• What the task requires
Would you please copy every line from the records that contains the word "sans"?

====================

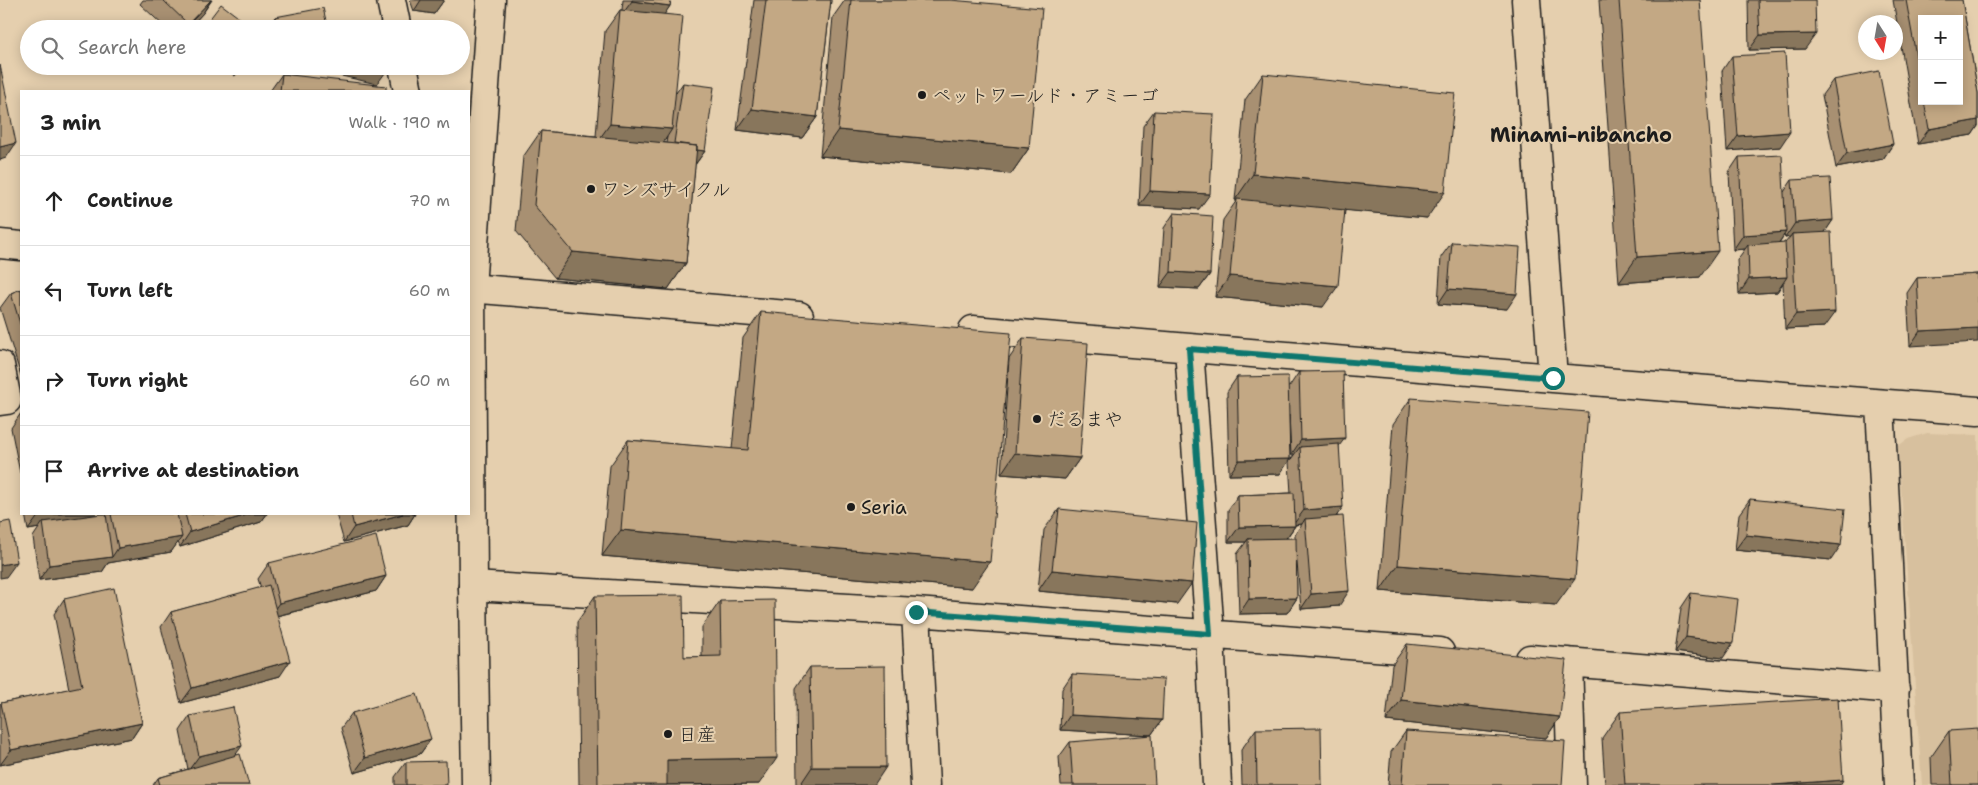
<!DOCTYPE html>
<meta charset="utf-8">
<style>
:root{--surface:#fff;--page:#f6f6f6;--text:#222;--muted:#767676;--line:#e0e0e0}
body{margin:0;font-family:"Shantell Sans","Klee One",sans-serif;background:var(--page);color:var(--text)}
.controls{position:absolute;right:15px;top:15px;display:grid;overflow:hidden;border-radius:0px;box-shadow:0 2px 12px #0003}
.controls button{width:45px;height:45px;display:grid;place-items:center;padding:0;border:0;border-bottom:1px solid var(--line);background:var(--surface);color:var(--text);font:25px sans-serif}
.compass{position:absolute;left:1858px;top:15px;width:45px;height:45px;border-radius:50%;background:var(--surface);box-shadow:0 2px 12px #0003;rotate:169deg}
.stop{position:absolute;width:15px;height:15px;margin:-11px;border:4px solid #0f766e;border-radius:50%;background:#fff}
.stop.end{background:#0f766e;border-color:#fff;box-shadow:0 1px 5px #0008}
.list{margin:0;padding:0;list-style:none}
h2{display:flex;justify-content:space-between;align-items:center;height:65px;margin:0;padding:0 20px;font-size:21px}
h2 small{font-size:16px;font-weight:400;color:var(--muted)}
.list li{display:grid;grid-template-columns:32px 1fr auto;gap:15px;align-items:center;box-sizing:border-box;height:90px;padding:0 20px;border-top:1px solid var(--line)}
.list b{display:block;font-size:19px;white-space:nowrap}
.list em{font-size:16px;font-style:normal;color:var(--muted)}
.icon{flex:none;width:28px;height:28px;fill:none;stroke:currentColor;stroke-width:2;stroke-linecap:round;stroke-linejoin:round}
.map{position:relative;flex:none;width:1978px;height:785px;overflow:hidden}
.search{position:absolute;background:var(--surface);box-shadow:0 2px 12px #0003;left:20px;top:20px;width:450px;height:55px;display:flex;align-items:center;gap:12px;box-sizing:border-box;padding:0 18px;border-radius:28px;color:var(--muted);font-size:19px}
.panel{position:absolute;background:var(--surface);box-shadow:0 2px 12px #0003;left:20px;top:90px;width:450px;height:425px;border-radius:0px}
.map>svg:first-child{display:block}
.built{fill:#d7c09e}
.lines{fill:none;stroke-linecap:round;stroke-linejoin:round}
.minor-casing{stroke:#1c1c1c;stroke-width:31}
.highway-casing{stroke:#1c1c1c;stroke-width:31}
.minor{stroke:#e5cfae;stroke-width:28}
.highway{stroke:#e5cfae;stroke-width:28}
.wall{fill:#a89072;stroke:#1c1c1c;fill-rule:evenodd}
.shaded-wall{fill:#88765c;stroke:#1c1c1c}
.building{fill:#c3a884;stroke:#1c1c1c}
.route{stroke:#0f766e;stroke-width:6}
.poi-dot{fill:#1c1c1c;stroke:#e5cfae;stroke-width:2}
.labels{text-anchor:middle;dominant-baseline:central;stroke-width:4;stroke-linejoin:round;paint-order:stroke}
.poi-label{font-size:19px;fill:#1c1c1c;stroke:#e5cfae;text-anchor:start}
.neighbourhood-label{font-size:20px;font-weight:bold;fill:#1c1c1c;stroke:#e5cfae}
</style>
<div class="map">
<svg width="1978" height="785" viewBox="0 0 1978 785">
<rect width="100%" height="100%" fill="#e5cfae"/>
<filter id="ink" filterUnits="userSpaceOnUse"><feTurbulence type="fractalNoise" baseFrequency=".02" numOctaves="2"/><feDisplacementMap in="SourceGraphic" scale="10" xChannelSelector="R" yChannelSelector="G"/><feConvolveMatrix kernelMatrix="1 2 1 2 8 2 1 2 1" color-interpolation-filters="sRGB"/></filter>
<g filter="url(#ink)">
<path class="built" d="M1927 433 1978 435V785H1922L1898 446 1908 439Z"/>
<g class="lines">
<defs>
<path id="minor" d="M391 0 397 29
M1526 0 1553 378
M403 66 408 91
M0 244 21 246
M469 288 799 316
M973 330 1553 378 1978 411
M1189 349 1210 634 1217 785
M0 365 7 400 0 401
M1880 404 1899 785
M473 586 916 612 1440 652
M916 612 925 785
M1530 659 1895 689
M1568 662 1572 785"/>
<path id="highway" d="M476 785 473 586 471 288 491 0"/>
</defs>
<use href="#minor" class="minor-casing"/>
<use href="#highway" class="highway-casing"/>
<use href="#minor" class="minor"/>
<use href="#highway" class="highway"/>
</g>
<path class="wall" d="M143 0H212L203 13 188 29H167L140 4Z
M410 0H444L434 14 414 11Z
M623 0H671L670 6 664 14 676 93 683 83 705 151 695 165 686 263 668 289 555 278 516 231 523 157 541 131 596 136 605 31 620 10H622ZM667 137 666 143 663 142Z
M754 0H831L817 117 802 138 737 130Z
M845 0H950L1029 148 1011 174 820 156 833 17Z
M1599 0H1700V277L1619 283Z
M1748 0H1815L1805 49 1749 50Z
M1893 0H1962L1978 93V126L1972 135 1918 144ZM1922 19 1959 101H1922Z
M275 17 328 29H266Z
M342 21 376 29H337Z
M1732 56 1780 147 1727 151 1722 71Z
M221 66H242L235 76Z
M282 74 386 91H270Z
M1263 74 1427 218 1345 210 1323 307 1215 297 1223 220 1237 200H1235L1245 100Z
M1833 80 1893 144 1883 159 1836 168 1822 95Z
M1154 111 1199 209 1139 206 1143 126Z
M1739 157 1784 192 1792 180 1833 220 1824 233V327L1785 329 1783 283 1777 292 1739 294 1737 260 1745 249 1733 250 1729 172ZM1784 235 1785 238 1790 237 1785 243H1779Z
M1174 213 1210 274 1199 289 1160 287 1164 228Z
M1452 242 1507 309 1438 304 1441 257Z
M1978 274 1910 346 1907 293 1917 278Z
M21 289V376L0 308 11 293Z
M761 312 972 588 602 556 610 466 628 440 732 449 743 338Z
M1023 338 1080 458 1065 479 1001 474 1009 359Z
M1299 372 1339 447 1337 517 1339 606 1301 609 1296 551 1297 598 1287 613 1239 614 1237 554 1246 542H1228V510L1238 495 1291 493 1289 462 1294 455H1291L1289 415 1290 459 1280 474 1229 475 1227 392 1237 377 1289 387ZM1302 524 1295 534V538L1286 539 1295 526V525Z
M1411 398 1556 605 1380 591 1393 424Z
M21 413V473H20L11 428Z
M1750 499 1831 560 1735 550 1739 514Z
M1059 509 1177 604 1038 591 1044 530Z
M25 514H96V515L101 514H267L261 522 180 547 178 542 171 552 108 563 102 572 39 580 33 537 39 528 28 530Z
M336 514H415L408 525 344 542Z
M269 563 386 576 376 591 277 616 280 676 181 703 161 627 171 612 261 588 258 579Z
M1691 593 1723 658 1675 652 1681 608Z
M595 596 684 657H702V627L720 601 759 784 697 785H579L577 622Z
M64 599 142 723 132 738 0 765V704L1 703 69 689 54 614Z
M1407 644 1560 717 1546 738 1386 721 1392 665Z
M810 667 874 785H797L796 688Z
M1072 674 1162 720 1151 735 1060 730 1062 689Z
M1620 712 1840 785H1605L1602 738Z
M352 713 431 739 420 754 354 773 341 728Z
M190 716 235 755 249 785H153L158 778 188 769 180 731Z
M1256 729 1322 785H1242L1241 750Z
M1406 731 1562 785H1388L1391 752Z
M1949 731 1978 785H1932L1931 757Z
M1070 742 1155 785H1061L1059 757Z
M406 762 447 785H395V777Z"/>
<path class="shaded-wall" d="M211 0 203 13 188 29H185L188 24Z
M421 0H444L434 14 414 11Z
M632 1 670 6 660 21 621 16Z
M1816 34 1805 49 1749 50 1760 35Z
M328 66H377L388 69 377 84 324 72Z
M752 109 817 117 802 138 737 130Z
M1978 120V126L1972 135 1918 144 1929 129Z
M610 124 672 129 658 151 595 145Z
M838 130 1029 148 1011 174 820 156Z
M1790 132 1780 147 1727 151 1738 136Z
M16 143 6 158 0 160V147Z
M1893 144 1883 159 1836 168 1847 153Z
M674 147 705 151 694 166Z
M1253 174 1445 192 1427 218 1235 200Z
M1150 191 1210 194 1199 209 1139 206Z
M1833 220 1823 235 1792 234 1790 237 1785 238 1795 223Z
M1786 232 1776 247 1748 245 1745 249 1733 250 1743 235Z
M1718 251 1700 277 1619 283 1637 257Z
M573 252 686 263 668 289 555 278Z
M1171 272 1210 274 1199 289 1160 287Z
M1230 276 1338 286 1323 307 1215 297Z
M1787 277 1777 292 1739 294 1749 279Z
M1448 289 1517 294 1507 309 1438 304Z
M1835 312 1824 327 1785 329 1796 314Z
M1978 328V342L1910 346 1920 331Z
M1345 438 1334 453 1300 447 1294 455H1291L1301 440Z
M1015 453 1080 458 1065 479 1001 474Z
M1290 459 1280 474 1229 475 1239 460Z
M1343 507 1332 522 1305 519 1302 524 1293 525 1304 510Z
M47 514H96L93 519 43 522 39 528 28 530 39 515Z
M250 514H267L261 522 180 547 190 532Z
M403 514H415L408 525 344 542 354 527Z
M1295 526 1284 541 1248 539 1246 542H1228L1239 527Z
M621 530 990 562 972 588 602 556Z
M1746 535 1841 545 1831 560 1735 550Z
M182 537 171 552 108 563 102 572 39 580 49 565 112 557 118 548Z
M17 562 6 577 0 578V565Z
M1398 565 1575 579 1556 605 1380 591Z
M1052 570 1192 583 1177 604 1038 591Z
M386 576 376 591 268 618 279 603Z
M1349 591 1339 606 1301 609 1311 594Z
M1297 598 1287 613 1239 614 1249 599Z
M1686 637 1733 643 1723 658 1675 652Z
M290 661 280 676 181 703 192 688Z
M1401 700 1560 717 1546 738 1386 721Z
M1070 715 1162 720 1151 735 1060 730Z
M142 723 132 738 0 765 11 750Z
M431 739 420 754 354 773 365 758Z
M242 746 231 761 188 771 199 756Z
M777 758 759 784 649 785 667 760Z
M812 767H886L874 785H800Z
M1843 780 1840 785H1773Z"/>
<path class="building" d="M163 0H211L188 24Z
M632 0H671L670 6 632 1Z
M766 0H831L817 117 752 109Z
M851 0H950L1042 8 1029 148 838 130Z
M1619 0H1700L1718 251 1637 257Z
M1758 0H1815L1816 34 1760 35Z
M1906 0H1962L1978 93V120L1929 129 1924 101H1959V19H1922V89Z
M221 4 254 29H202Z
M323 8 328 29H277L275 17Z
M620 10 683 16 672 129 610 124Z
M342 21 376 29H341Z
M1785 53 1790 132 1738 136 1732 56Z
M0 65 16 143 0 147Z
M377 66H388V69Z
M1879 71 1893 144 1847 153 1833 80Z
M282 74 386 86V91H280Z
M1263 74 1455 93 1445 192 1253 174Z
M683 83 714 87 705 151 697 150V146L674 143Z
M1154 111 1214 114 1210 194 1150 191Z
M541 131 697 146 686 263 573 252 534 205Z
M1782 155 1786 232 1743 235 1739 157Z
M1830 178 1833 220 1795 223 1792 180Z
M1237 199 1345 210 1338 286 1230 276Z
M1174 213 1213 216 1210 274 1171 272Z
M1831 232 1835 312 1796 314 1792 234Z
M1452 242 1520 247 1517 294 1448 289Z
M1785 242 1787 277 1749 279 1748 245Z
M1978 274V328L1920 331 1917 278Z
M21 289V327L11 293Z
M761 312 1011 333 990 562 621 530 628 440 748 450Z
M1023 338 1088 343 1080 458 1015 453Z
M1343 371 1345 438 1301 440 1299 372Z
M1288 376 1290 459 1239 460 1237 377Z
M1411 398 1588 412 1575 579 1398 565Z
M1339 444 1343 507 1304 510 1300 447Z
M1294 493 1295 526 1239 527 1238 495Z
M1750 499 1845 509 1841 545 1746 535Z
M1059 509 1197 523 1192 583 1052 570Z
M101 514H106L112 557 49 565 43 522Z
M111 514H177L182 537 118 548Z
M185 514H250L190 532Z
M351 514H403L354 527Z
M1343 516 1349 591 1311 594 1305 519Z
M10 521 17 562 0 565V523Z
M376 536 386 576 279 603 269 563Z
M1296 538 1297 598 1249 599 1248 539Z
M269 585 290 661 192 688 171 612Z
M114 588 142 723 11 750 1 703 82 686 64 599Z
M1691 593 1738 599 1733 643 1686 637Z
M683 595 684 657 721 656 720 601 775 600 777 758 667 760V785H598L595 596Z
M1407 644 1566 660 1560 717 1401 700Z
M885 666 886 767H812L810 667Z
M1072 674 1164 679 1162 720 1070 715Z
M417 694 431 739 365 758 352 713Z
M1838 698 1843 780 1773 785H1625L1620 712Z
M233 707 242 746 199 756 190 716Z
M1321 728 1322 785H1257L1256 729Z
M1978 729V785H1952L1949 731Z
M1406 731 1565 741 1562 785H1402Z
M1152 735 1155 785H1073L1070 742Z
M240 754 249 785H160L158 778Z
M446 761 447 785H406V762Z"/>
</g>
<g class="lines" filter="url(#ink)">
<path class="route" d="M916 612 1210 634 1189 349 1553 378"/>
</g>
<g class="poi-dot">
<circle cx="922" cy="95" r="5"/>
<circle cx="591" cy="189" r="5"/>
<circle cx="1037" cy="419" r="5"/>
<circle cx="851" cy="507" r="5"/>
<circle cx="668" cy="734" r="5"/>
</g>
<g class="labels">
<g class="poi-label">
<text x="932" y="95">ペットワールド・アミーゴ</text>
<text x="601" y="189">ワンズサイクル</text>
<text x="1047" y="419">だるまや</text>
<text x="861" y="507">Seria</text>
<text x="678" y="734">日産</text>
</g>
<g class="neighbourhood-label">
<text x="1581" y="135">Minami-nibancho</text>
</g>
</g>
</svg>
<div class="controls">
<button>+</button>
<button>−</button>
</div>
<svg class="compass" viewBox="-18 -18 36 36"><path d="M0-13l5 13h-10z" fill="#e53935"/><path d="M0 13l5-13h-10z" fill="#767676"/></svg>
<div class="stop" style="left:1553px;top:378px"></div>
<div class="stop end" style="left:916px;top:612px"></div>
<div class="search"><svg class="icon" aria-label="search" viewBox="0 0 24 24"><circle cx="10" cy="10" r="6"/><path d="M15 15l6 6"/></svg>Search here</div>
<section class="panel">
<h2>3 min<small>Walk · 190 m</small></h2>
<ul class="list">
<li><svg class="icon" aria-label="ahead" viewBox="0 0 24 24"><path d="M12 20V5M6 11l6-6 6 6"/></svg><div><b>Continue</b></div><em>70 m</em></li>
<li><svg class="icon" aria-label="left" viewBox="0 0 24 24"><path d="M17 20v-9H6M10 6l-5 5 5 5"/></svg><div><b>Turn left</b></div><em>60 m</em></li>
<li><svg class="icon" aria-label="right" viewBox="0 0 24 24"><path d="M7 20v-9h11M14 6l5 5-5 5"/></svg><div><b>Turn right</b></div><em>60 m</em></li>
<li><svg class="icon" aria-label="arrive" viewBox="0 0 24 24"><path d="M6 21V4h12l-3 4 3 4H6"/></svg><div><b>Arrive at destination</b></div></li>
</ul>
</section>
</div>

====================

• Finished exercise
body{margin:0;font-family:"Shantell Sans","Klee One",sans-serif;background:var(--page);color:var(--text)}
.controls button{width:45px;height:45px;display:grid;place-items:center;padding:0;border:0;border-bottom:1px solid var(--line);background:var(--surface);color:var(--text);font:25px sans-serif}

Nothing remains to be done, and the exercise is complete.